In questi versetti Israele ci viene presentato come un esempio negativo. La generazione di Israele che era uscita dall'Egitto dubitò di Dio ed, a causa di quel dubbio, non entrò mai nella terra di Canaan. Dopo aver lasciato il Sinai, un viaggio di undici giorni sarebbe stato sufficiente a condurli nella Terra Promessa, ma essi vollero mandare delle spie ad esaminare il paese.Non era necessario, perché Dio aveva detto che si sarebbe preso cura di loro, ma essi non credettero. Così Dio acconsentì al loro desiderio e permise che mandassero delle spie.
Anche se le spie videro che il paese era meraviglioso, rimasero più impressionate dai giganti che vi abitavano e si videro, al loro confronto, come delle cavallette. Non videro Dio.
Tornarono dal popolo con un resoconto estremamente negativo che poneva l'accento solo sugli ostacoli e sulle difficoltà che avrebbero dovuto affrontare. Solo Caleb e Giosuè insistettero nel dire che Dio si sarebbe occupato dei giganti, se avessero confidato in Lui; ma il popolo accettò il resoconto della maggioranza e passò quarant'anni impegnato in un viaggio che richiedeva pochi giorni. Per quale ragione? A causa della loro incredulità. Quelle persone non si fidavano di Dio abbastanza per poter entrare nella Terra Promessa.
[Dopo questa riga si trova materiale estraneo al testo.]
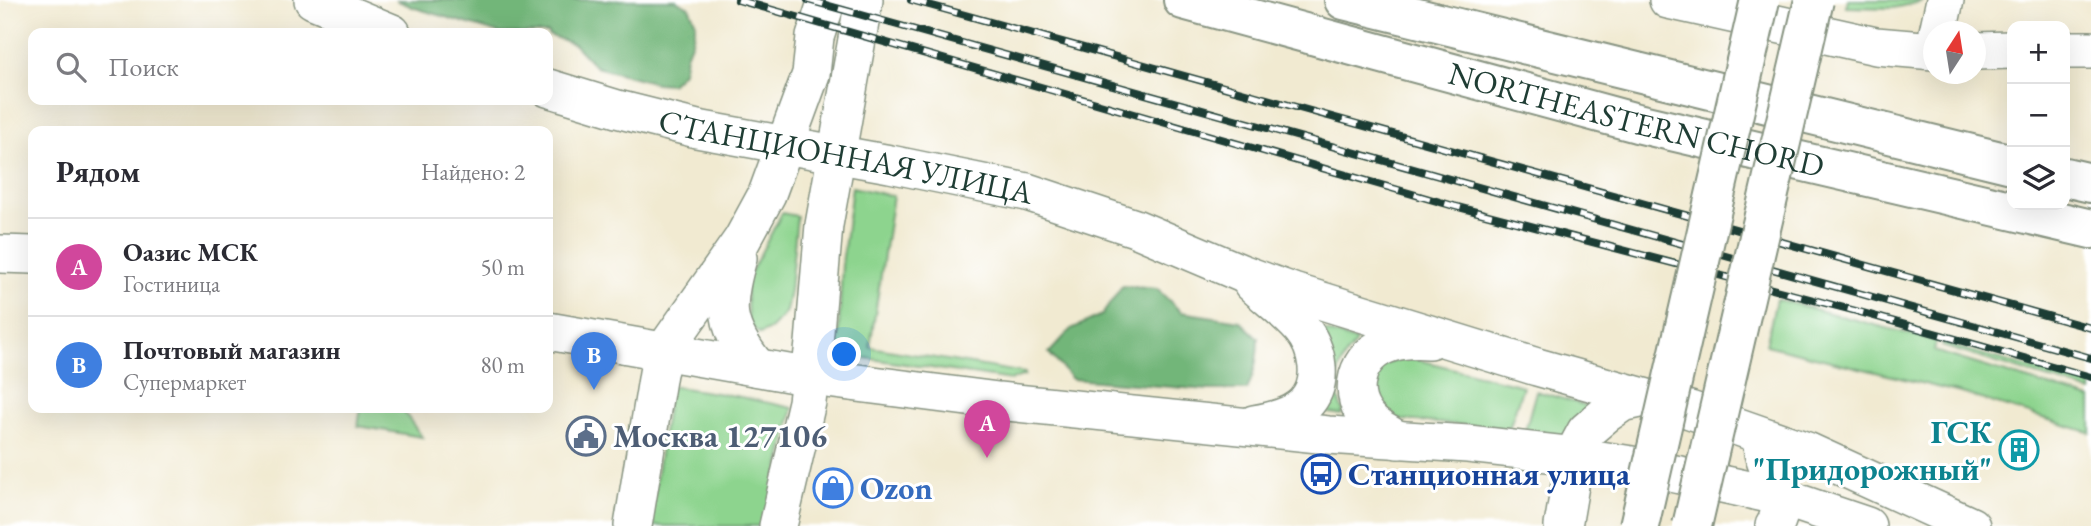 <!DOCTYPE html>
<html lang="ru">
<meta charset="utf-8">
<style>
body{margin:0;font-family:"EB Garamond",serif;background:#f2f2f3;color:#2b2b33}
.controls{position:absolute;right:21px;top:21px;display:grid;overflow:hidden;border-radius:14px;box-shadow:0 7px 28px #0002}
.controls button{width:63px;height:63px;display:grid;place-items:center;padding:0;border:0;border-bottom:2px solid #e1e1e2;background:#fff;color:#2b2b33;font:35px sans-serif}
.compass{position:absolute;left:1923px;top:21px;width:63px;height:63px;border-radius:50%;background:#fff;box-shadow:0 7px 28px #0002;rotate:12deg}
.you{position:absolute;left:845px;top:355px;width:24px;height:24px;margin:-18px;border:5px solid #fff;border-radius:50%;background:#1a73e8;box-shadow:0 0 0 10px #1a73e833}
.badge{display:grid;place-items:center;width:46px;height:46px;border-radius:50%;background:#c8321e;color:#fff;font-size:23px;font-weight:700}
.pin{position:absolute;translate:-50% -58px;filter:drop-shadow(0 2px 4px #0008)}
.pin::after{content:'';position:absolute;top:37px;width:24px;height:21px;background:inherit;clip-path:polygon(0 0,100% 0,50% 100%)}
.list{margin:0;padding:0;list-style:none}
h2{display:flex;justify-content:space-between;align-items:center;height:91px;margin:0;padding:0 28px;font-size:30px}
h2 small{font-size:23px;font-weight:400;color:#7c7c81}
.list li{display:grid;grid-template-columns:46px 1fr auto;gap:21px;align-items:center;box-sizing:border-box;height:98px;padding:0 28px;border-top:2px solid #e1e1e2}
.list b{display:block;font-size:26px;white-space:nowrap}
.list p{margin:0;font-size:23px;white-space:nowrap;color:#7c7c81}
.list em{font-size:23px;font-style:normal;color:#7c7c81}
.icon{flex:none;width:38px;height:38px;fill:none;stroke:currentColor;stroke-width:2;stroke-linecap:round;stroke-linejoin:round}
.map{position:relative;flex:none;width:2091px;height:526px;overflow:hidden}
.search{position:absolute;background:#fff;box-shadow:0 7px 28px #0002;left:28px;top:28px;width:525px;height:77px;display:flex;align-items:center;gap:18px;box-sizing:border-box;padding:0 24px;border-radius:14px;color:#7c7c81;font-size:26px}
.panel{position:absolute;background:#fff;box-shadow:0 7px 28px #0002;left:28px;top:126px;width:525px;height:287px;border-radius:14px}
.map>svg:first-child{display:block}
.green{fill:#8dd48e;stroke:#568861;stroke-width:2}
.forest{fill:#72b679;stroke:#487a56;stroke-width:2}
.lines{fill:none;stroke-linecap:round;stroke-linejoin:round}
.secondary-casing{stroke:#889482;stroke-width:40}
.primary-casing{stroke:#889482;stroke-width:42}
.secondary{stroke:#fff;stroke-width:37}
.primary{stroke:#fff;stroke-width:38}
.rail-casing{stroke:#1f3d34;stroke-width:8}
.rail{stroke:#fff;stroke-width:5;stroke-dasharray:16;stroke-linecap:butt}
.primary-bridge-casing{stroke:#889482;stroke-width:42;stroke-linecap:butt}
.primary-bridge{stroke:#fff;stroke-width:38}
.labels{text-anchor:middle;stroke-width:6;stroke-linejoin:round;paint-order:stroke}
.street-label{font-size:32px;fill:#1f3d34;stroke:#fff}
.culture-label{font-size:32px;font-weight:bold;fill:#0d838f;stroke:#fff;text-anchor:end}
.service-label{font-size:32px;font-weight:bold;fill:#4e5e75;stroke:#fff;text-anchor:start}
.transit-label{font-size:32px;font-weight:bold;fill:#164399;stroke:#fff;text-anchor:start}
.shop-label{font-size:32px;font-weight:bold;fill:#366cbe;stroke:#fff;text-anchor:start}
</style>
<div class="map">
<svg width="2091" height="526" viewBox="0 0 2091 526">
<rect width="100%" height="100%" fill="#fff"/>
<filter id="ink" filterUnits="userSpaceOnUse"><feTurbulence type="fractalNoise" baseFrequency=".0143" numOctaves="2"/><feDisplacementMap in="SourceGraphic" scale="14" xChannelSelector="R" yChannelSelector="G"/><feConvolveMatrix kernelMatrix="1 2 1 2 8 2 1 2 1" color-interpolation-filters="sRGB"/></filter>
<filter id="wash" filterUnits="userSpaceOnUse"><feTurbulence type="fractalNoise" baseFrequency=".00686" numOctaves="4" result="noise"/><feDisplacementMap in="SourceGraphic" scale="28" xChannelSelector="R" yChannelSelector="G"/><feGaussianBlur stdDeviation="1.57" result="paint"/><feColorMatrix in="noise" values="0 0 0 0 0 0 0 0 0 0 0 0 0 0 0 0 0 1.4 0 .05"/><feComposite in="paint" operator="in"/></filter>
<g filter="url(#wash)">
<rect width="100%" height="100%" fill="#f1ead1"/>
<!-- green -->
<path class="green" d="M 1848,0 L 1922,0 L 1920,2 L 1893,8 L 1846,7 Z
M 852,187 L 893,196 L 870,347 L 1025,373 L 1025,375 L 1011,380 L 852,356 L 851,352 L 838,349 L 842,264 Z
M 782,213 L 797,216 L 790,291 L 786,311 L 782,317 L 770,329 L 760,334 L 755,330 L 748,322 L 746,281 Z
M 1776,299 L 1936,341 L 1934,351 L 2091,399 L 2091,433 L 1965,394 L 1766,345 Z
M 1325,331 L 1356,341 C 1354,347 1350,350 1346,355 C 1335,372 1334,393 1343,411 L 1341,415 L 1317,411 L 1323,332 Z
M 1943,343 L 2091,385 L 2091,392 L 1942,346 Z
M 1407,357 L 1523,386 L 1509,429 L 1403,420 L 1390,418 L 1372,406 L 1371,369 Z
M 670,386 L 736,396 L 793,408 L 766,526 L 649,526 Z
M 1536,391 L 1591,407 L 1567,439 L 1525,431 Z
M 361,408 L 401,408 L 422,437 L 358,426 Z"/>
<!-- forest -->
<path class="forest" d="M 396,0 L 676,0 L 689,7 L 696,23 L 692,41 L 686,56 L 683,72 L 671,84 L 656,83 L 596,67 L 574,44 L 548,35 L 548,33 L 499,33 L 415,8 Z
M 1122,286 L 1157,289 L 1181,312 L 1240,321 L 1258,338 C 1258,358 1255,373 1247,390 L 1209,390 L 1072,379 L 1049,353 L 1071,329 L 1102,315 Z"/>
</g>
<g filter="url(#ink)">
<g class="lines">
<!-- secondary casing -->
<g class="secondary-casing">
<g id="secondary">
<path d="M 313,0 L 392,33"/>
<path d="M 1668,0 L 1876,46 L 1934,51"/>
<path d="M 1938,32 L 1945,0"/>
<path d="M 2065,50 L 2091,50"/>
<path d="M 1976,51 L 2012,50"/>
<path id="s1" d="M 548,88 L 617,109 L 697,129 L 890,164 L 1027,192 L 1135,228 L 1241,273 L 1293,292 L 1537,367 L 1690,410 L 1807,451 L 1971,526"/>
<path d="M 0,254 L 33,255"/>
<path d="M 738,258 C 724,307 724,326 757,367"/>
<path d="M 1252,283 C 1268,298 1287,312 1301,328 C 1318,348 1325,383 1305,404 C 1292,417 1271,421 1254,424"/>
<path d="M 548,331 L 811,377 L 998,401 L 1328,435 L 1468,444 L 1575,456 L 1638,466 L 1778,496 L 1867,526"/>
<path d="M 1762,436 C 1762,441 1762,448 1763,453 C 1768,475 1789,504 1774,526"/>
<path d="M 1398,440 C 1389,434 1378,429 1371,422 C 1344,395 1356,354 1391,343 C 1404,339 1416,339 1429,340"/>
<path d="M 633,526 L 658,373 L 664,351 L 742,240 L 767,194 L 811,74 L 815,37 L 827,0"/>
<path d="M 778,526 L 807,402 L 814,343 L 824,225 L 864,0"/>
<path d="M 1563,526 L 1575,456 L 1579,444 L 1586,431 L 1606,414 L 1622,403 L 1645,398"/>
</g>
</g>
<!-- primary casing -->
<g class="primary-casing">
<g id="primary">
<path id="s2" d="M 1183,0 L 1637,123 L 2091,229"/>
<path d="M 1344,0 L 2012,164"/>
<path d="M 2065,177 L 2091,183"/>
</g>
</g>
<!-- secondary -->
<use href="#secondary" class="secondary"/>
<!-- primary -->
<use href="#primary" class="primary"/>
<!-- rail casing -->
<g class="rail-casing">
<path id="rail" d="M 738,0 L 1454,206 L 1856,311 L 2091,377
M 808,0 L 2091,358
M 911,0 L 2091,328"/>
</g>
<!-- rail -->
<use href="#rail" class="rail"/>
<!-- primary-bridge casing -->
<g class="primary-bridge-casing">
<path id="primary-bridge" d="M 1639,526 L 1760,0
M 1692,526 L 1814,0"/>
</g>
<!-- primary-bridge -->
<use href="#primary-bridge" class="primary-bridge"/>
</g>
</g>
<!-- icons -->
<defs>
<g id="civic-ring" transform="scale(2.0125)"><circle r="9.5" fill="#fff" stroke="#5c6f8a" stroke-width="1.5"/><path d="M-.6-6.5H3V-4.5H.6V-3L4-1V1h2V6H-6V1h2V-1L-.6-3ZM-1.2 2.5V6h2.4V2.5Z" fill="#5c6f8a"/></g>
<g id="building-ring" transform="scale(2.0125)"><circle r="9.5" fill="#fff" stroke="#0f9aa8" stroke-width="1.5"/><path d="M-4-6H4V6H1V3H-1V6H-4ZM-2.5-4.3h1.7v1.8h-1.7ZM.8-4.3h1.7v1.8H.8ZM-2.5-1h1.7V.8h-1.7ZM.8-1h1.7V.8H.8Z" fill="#0f9aa8"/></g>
<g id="bus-ring" transform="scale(2.0125)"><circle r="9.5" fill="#fff" stroke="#1a4fb4" stroke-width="1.5"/><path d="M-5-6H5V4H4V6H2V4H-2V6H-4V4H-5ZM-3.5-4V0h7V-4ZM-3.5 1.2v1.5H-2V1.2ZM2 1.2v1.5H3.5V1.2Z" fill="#1a4fb4"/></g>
<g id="shop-ring" transform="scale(2.0125)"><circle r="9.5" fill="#fff" stroke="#3f7fe0" stroke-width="1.5"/><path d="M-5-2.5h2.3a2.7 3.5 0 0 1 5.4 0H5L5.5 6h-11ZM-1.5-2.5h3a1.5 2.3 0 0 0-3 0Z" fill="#3f7fe0"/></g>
</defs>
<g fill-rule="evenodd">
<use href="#civic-ring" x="586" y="436"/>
<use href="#building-ring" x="2019" y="450"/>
<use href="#bus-ring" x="1321" y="474"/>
<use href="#shop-ring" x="833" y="488"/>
</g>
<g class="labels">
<!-- street labels -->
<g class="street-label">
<text dy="11" stroke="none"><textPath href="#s2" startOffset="469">NORTHEASTERN CHORD</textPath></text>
<text dy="11" stroke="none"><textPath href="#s1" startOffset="306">СТАНЦИОННАЯ УЛИЦА</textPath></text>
</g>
<!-- culture labels -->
<g class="culture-label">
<text x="1992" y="443">ГСК<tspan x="1992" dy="37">"Придорожный"</tspan></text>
</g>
<!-- service labels -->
<g class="service-label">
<text x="613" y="447">Москва 127106</text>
</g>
<!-- transit labels -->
<g class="transit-label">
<text x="1348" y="485">Станционная улица</text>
</g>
<!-- shop labels -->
<g class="shop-label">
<text x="860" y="499">Ozon</text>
</g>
</g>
</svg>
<div class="controls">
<button>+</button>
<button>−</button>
<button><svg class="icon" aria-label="layers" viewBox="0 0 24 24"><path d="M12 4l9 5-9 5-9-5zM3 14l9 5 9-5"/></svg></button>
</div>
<svg class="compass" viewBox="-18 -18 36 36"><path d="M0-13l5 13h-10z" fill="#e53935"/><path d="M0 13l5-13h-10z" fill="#7c7c81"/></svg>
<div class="you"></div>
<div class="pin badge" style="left:987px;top:458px;background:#d1479c">A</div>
<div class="pin badge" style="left:594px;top:390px;background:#3f7fe0">B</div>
<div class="search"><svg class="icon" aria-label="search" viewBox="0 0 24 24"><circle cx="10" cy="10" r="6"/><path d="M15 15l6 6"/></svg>Поиск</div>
<section class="panel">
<h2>Рядом<small>Найдено: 2</small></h2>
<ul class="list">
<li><span class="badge" style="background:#d1479c">A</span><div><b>Оазис МСК</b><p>Гостиница</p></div><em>50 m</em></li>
<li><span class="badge" style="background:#3f7fe0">B</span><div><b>Почтовый магазин</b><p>Супермаркет</p></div><em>80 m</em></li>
</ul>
</section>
</div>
Avevano creduto in Lui abbastanza per poter uscire dall'Egitto, ma non per entrare in Canaan. Diodisse che quella generazione di increduli sarebbe morta nel deserto e che Egli avrebbe portato i lorofigli nella Terra Promessa. Quella generazione non avrebbe gustato il Suo riposo, la Sua benedizione, la Sua Pace.
Ma noi siamo ancora più increduli di quella generazione. Non esiste per noi un Dio che possa rendere vivente e abitato il nostro cuore. La maggior parte è convinta dell’esistenza di un Essere Superiore che non si cura dell’uomo e della sua fragilità. Ma il Dio Padre amorevole che cerca ogni suo figlio perduto è sconosciuto alla quasi totalità dell’umanità. Il Signore può essere anche stato Redentore dei nostri peccati e Salvatore della nostra anima dalla morte causata dal peccato del nostro rifiuto di Dio, ma a noi non interessa seguirLo e imitare la Sua sequela. Ci fidiamo più del nostro intelletto e della nostra forza rispetto alla Grazia che Cristo elargisce a chi si riconosce umile, fragile, peccatore e che anela a tornare nel vortice dell’Amore divino.
I quarant’anni del deserto degli Israeliti ben rappresentano i nostri tentennamenti, i nostri sguardi desiderosi dei beni del mondo e disprezzanti delle promesse di Cristo.
Vogliamo dimorare in Cristo e che Cristo e il Padre dimorino in noi? Affidiamo la nostra volontà e la totale fiducia a Dio, Sapienza eterna e unico conoscitore di ciò che è necessario per la maturazione, purificazione e innalzamento della nostra anima. I giganti non sembreranno più così invincibili come lo erano quando contavamo solo sulle nostre forze.